**Task:**
Only one stretch of the records below is wanted: the lines from the one holding "403px,658px 480px,603px 500px,581px" through the one holding "542px,106px 675px,0 741px,0". Return it exactly, both ends included.

**Exercise input:**
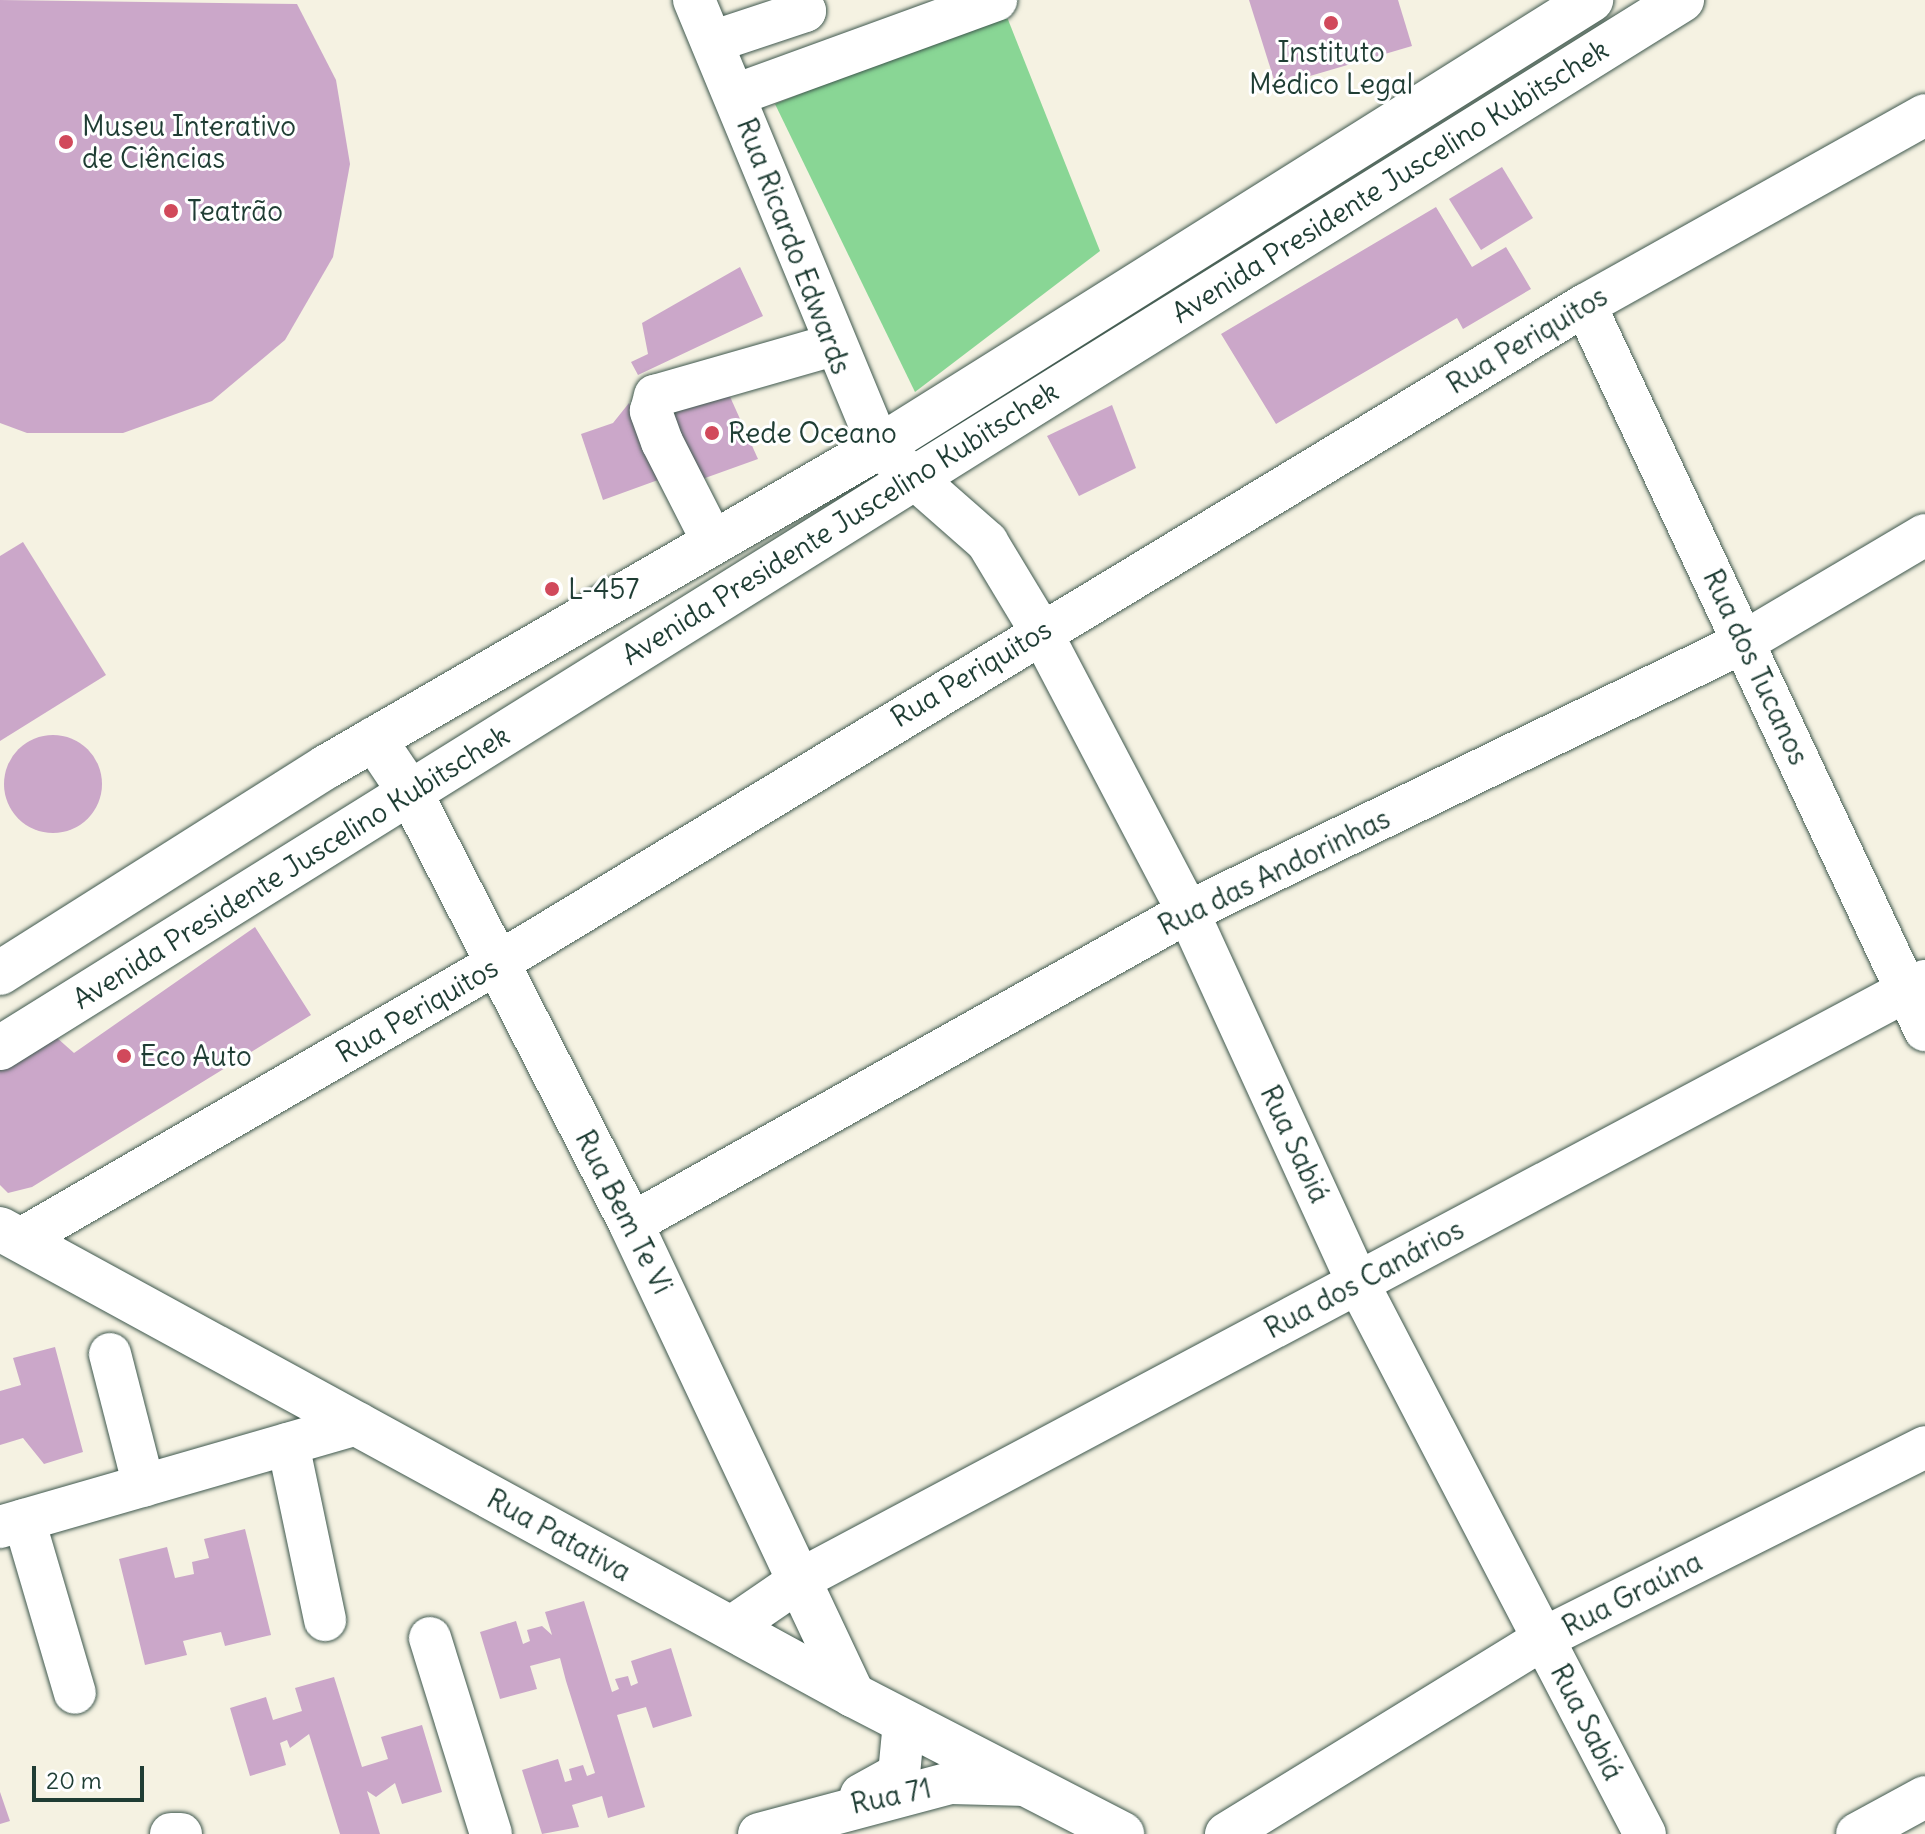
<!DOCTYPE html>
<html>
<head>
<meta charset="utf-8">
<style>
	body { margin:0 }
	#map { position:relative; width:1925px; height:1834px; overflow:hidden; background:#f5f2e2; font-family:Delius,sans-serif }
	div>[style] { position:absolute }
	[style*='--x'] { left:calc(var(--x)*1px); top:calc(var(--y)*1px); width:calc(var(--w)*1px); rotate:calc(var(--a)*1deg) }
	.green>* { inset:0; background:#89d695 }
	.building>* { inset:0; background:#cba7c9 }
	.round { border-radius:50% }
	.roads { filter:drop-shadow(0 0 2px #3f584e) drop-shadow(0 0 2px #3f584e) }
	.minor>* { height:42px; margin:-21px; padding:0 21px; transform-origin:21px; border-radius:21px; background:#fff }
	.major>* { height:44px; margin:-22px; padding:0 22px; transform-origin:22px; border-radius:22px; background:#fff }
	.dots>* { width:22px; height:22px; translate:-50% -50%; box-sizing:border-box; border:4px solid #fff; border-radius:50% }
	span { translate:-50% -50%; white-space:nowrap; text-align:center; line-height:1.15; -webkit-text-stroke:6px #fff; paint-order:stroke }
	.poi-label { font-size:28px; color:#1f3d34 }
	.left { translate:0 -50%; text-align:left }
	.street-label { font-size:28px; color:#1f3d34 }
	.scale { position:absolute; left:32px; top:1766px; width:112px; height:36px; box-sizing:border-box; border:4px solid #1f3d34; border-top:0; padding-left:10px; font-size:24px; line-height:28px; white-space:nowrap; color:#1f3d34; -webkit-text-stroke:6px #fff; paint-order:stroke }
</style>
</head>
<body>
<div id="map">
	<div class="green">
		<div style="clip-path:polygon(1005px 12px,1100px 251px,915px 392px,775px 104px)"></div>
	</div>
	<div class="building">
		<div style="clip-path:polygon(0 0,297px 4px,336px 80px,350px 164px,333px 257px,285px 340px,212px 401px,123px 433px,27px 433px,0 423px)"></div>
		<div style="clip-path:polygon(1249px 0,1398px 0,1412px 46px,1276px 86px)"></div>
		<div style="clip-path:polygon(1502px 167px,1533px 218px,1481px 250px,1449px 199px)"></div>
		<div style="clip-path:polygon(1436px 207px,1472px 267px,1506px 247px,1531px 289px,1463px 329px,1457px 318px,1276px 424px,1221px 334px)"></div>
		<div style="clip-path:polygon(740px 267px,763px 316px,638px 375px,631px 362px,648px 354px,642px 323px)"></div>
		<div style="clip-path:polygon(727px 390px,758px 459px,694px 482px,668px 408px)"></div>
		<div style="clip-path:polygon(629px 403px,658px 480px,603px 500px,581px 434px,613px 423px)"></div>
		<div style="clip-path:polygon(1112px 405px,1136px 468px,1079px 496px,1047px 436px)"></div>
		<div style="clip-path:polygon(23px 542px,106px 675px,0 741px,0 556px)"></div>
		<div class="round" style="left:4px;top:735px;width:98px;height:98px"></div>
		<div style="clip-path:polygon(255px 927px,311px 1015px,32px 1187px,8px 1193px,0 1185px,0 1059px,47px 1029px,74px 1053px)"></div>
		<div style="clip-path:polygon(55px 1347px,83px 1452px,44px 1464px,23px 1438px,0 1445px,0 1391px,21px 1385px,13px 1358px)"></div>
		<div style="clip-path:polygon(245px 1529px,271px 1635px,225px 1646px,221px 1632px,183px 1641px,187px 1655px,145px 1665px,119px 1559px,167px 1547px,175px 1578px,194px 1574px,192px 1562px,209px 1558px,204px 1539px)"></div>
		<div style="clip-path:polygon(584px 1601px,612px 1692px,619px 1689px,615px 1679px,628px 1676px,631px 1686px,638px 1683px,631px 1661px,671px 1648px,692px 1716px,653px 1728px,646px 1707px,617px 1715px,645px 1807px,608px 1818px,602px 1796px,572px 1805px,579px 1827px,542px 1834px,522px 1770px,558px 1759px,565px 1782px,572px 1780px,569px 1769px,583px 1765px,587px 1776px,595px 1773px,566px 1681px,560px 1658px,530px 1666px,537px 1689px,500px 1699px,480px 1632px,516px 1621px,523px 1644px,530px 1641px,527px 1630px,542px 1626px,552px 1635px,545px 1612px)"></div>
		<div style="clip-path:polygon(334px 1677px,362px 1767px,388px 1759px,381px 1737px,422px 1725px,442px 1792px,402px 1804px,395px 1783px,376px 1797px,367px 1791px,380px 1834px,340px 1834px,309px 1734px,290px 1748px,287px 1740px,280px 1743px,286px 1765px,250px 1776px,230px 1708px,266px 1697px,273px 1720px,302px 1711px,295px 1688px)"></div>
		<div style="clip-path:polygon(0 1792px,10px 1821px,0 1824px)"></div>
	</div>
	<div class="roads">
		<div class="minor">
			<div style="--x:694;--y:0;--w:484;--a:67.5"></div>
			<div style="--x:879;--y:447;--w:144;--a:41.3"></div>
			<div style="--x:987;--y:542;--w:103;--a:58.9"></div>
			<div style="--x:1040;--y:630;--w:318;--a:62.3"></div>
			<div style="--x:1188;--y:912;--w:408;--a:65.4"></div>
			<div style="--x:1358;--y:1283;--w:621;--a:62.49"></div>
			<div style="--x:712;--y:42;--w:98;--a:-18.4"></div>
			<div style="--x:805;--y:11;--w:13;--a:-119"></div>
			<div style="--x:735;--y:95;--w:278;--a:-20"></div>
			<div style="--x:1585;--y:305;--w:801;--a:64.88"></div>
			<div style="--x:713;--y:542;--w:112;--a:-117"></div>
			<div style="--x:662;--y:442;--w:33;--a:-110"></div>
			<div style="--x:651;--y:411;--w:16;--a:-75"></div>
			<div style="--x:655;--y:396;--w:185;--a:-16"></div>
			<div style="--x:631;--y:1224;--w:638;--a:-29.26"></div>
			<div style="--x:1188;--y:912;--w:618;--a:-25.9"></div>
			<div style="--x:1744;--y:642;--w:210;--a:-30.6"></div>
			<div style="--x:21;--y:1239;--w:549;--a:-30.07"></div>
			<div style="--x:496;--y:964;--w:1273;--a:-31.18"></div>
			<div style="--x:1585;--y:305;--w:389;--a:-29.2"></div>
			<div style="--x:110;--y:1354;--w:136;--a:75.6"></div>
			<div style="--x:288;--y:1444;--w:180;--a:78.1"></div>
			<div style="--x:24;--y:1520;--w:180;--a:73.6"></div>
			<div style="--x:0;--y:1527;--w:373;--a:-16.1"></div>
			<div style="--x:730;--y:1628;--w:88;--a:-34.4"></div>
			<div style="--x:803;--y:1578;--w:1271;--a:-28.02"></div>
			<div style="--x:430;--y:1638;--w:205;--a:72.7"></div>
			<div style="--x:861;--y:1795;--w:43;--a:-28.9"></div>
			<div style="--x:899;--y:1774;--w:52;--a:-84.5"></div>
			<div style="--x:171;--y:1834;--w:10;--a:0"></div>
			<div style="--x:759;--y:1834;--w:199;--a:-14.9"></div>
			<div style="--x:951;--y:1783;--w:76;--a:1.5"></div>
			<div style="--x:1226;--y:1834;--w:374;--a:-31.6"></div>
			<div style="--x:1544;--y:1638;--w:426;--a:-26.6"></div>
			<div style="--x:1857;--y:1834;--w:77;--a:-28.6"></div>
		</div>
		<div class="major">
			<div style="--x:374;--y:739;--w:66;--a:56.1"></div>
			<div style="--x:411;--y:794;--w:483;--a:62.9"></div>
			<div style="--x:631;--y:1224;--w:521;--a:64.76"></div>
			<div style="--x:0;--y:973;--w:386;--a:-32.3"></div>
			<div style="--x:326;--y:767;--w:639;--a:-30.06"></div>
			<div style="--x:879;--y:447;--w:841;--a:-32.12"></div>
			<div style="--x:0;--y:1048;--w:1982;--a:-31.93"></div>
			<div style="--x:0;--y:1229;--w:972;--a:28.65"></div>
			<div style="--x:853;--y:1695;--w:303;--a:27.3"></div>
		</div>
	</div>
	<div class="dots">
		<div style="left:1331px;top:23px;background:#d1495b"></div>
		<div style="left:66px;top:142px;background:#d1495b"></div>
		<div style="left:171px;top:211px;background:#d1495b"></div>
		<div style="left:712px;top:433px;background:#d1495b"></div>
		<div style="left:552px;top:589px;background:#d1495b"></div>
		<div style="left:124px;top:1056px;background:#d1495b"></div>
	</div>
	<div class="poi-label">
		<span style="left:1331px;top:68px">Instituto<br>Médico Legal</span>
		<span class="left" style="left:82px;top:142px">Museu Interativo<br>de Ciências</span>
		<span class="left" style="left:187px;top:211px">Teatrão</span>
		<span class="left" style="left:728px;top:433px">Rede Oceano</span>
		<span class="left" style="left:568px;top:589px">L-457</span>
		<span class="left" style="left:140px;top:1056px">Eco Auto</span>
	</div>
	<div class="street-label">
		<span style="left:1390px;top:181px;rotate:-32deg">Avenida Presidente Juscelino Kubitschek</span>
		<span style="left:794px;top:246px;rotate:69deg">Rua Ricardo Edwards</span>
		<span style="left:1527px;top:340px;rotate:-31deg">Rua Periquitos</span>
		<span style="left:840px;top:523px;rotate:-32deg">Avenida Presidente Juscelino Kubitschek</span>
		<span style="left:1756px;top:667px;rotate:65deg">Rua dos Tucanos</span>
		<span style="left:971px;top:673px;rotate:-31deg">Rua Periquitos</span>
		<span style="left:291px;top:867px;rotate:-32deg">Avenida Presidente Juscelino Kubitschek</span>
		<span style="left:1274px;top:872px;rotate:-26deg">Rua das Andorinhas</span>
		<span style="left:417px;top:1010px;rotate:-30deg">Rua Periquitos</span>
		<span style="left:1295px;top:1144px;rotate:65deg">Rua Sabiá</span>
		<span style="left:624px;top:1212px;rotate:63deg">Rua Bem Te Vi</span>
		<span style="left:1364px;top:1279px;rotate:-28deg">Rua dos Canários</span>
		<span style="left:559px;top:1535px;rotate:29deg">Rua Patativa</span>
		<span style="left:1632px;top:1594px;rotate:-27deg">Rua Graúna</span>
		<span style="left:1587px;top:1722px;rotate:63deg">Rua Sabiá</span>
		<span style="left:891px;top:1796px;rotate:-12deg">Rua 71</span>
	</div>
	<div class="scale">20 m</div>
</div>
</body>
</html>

**Reply to the exercise:**
		<div style="clip-path:polygon(629px 403px,658px 480px,603px 500px,581px 434px,613px 423px)"></div>
		<div style="clip-path:polygon(1112px 405px,1136px 468px,1079px 496px,1047px 436px)"></div>
		<div style="clip-path:polygon(23px 542px,106px 675px,0 741px,0 556px)"></div>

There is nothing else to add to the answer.